6 medium size potatoes
3 fresh tomatoes
1 can plum tomatoes
1 medium sized zucchini, cut into small pieces
1/2 green pepper (washed and seeds removed)
2 small chilies
sea salt to taste
5 clove garlic
1/2 cup single cream (half and half)
Basil to taste (I used dried)
Wash the potatoes and put them (whole) in a large pot, covered with water. Bring to boil. While the potatoes are boiling, place all the marinara ingredients except the cream in a blender and puree until smooth. Pour the sauce into a saucepan and simmer (I simmered the sauce about 80 minutes until the gnocchi was ready to eat.)
When the potatoes are soft and the skin comes off easily (I boiled the potatoes for about 35 minutes), remove from the heat and rinse with cold water until they can be handled. Remove the skin from each potato.
Mash the potatoes. (I washed the pot I boiled them in and used that.)
Get a large piece of parchment paper, if you're like me and don't like wiping a lot of flour off the counter. If you don't mind the mess then skip this step.

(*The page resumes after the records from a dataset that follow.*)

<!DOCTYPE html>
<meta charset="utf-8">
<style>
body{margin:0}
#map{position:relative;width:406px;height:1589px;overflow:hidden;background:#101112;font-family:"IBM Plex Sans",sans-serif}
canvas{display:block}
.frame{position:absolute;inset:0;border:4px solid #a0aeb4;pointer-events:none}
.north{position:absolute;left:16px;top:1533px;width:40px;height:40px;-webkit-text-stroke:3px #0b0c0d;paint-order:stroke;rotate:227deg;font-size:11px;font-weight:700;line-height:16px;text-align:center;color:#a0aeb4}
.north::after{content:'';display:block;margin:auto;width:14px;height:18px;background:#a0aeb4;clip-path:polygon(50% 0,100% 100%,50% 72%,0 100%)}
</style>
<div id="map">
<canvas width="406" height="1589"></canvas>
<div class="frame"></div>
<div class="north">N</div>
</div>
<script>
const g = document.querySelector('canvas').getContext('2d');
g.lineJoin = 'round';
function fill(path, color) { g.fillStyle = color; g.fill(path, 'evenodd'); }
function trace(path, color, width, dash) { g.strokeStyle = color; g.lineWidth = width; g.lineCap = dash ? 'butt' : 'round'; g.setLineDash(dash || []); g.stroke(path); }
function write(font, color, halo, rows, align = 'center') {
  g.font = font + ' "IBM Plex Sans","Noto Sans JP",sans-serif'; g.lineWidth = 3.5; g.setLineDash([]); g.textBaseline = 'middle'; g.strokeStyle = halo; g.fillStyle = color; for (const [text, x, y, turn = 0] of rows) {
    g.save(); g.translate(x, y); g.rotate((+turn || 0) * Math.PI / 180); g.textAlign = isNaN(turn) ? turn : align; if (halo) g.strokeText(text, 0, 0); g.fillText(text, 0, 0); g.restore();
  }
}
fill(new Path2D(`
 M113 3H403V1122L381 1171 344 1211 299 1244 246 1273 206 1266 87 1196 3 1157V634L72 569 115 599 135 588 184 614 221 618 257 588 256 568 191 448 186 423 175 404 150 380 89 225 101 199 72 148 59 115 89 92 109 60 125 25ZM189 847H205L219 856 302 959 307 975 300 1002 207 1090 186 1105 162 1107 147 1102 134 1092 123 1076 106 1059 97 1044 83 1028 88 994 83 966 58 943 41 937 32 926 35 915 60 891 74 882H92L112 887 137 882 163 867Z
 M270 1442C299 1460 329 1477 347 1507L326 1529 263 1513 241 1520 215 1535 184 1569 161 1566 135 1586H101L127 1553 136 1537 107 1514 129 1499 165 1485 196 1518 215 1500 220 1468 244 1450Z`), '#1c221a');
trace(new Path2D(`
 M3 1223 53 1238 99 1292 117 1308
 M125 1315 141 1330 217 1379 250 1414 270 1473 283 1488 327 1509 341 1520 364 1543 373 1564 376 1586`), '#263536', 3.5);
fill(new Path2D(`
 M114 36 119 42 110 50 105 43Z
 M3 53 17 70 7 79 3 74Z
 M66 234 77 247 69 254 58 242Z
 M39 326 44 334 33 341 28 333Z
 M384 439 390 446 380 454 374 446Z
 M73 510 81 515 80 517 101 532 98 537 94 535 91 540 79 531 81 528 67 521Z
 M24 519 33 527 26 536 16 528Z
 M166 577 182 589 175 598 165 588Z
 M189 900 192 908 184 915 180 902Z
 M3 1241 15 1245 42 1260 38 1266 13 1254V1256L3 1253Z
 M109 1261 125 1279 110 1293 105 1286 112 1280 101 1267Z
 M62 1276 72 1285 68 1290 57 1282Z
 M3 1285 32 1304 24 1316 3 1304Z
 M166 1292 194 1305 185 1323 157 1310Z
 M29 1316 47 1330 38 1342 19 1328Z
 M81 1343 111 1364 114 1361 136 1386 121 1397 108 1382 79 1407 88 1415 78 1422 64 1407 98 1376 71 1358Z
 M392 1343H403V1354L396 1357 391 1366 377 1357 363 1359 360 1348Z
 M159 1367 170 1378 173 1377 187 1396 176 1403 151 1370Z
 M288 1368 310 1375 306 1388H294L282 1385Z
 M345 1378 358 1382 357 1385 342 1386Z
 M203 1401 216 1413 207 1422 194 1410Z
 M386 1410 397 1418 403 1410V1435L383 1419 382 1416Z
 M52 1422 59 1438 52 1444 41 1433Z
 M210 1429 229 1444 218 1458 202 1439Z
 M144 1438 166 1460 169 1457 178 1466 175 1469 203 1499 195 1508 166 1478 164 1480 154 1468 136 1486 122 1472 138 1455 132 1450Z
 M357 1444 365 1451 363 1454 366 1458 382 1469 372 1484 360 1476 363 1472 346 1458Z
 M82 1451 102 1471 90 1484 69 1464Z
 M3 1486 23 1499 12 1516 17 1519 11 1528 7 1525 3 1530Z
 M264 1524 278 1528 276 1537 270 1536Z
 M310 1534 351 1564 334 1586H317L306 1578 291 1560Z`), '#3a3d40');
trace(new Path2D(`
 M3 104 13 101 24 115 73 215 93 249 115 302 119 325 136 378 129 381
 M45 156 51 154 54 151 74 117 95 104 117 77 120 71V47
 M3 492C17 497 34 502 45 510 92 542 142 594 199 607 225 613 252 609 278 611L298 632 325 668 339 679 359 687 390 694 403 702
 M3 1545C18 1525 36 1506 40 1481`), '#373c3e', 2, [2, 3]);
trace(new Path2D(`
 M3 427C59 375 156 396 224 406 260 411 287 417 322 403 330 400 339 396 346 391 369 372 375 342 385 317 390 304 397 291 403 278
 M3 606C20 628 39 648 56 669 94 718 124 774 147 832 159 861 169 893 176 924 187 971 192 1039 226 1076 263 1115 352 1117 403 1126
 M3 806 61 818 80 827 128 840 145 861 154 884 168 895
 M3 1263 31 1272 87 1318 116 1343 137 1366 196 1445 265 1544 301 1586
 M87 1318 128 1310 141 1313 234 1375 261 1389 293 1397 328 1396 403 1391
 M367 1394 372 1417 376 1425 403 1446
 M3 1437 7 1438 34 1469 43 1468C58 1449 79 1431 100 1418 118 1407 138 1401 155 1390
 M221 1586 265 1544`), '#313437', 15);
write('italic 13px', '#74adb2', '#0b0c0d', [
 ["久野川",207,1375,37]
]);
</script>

Put about 2 cups of flour on the parchment paper (or directly on the counter) and put the mashed potatoes on top. In a small container, crack the egg and whisk it.
This is where it gets messy. Add half the beaten egg to the potatoes and start kneading the flour into the potatoes. Keep kneading the dough and adding more flour (I found this super messy and had Niall add the flour) until the dough is smooth, not sticky. It took me about ten minutes to get to this point. (I hope I didn't overwork the dough.) You can use the egg for something else (like a quarter batch of chocolate chip cookies.)
Wash your hands and get a big pot of water on the stove, with plenty of salt, and bring it to a rolling boil while you roll and cut the gnocchi.
Flour a knife (dip it in flour so it doesn't stick to the dough) and cut the dough into five or six segments.
On a floured surface, take a segment and roll into into a ball. Then continue rolling the dough until it makes a long "snake"...for lack of a better word! Per the instructions, I rolled until the dough it was about as thick as my thumb. Then with a floured knife cut the dough into one-inch pieces.
If you're like me and have no pasta making equipment, you can roll the dough with a fork to get ridges.
Drop the gnocchi into the boiling pot of water. Once the gnocchi float to the top take them out of the water with a slotted spoon.
Place the gnocchi on a flat surface so they don't stick together. (On the first attempt I put a bunch of gnocchi into a bowl and they stuck together. There's probably some neat trick to get around this problem but I'm a novice.)
Stir the cream into the marinara sauce, then pour the sauce over the gnocchi. Serve hot and enjoy!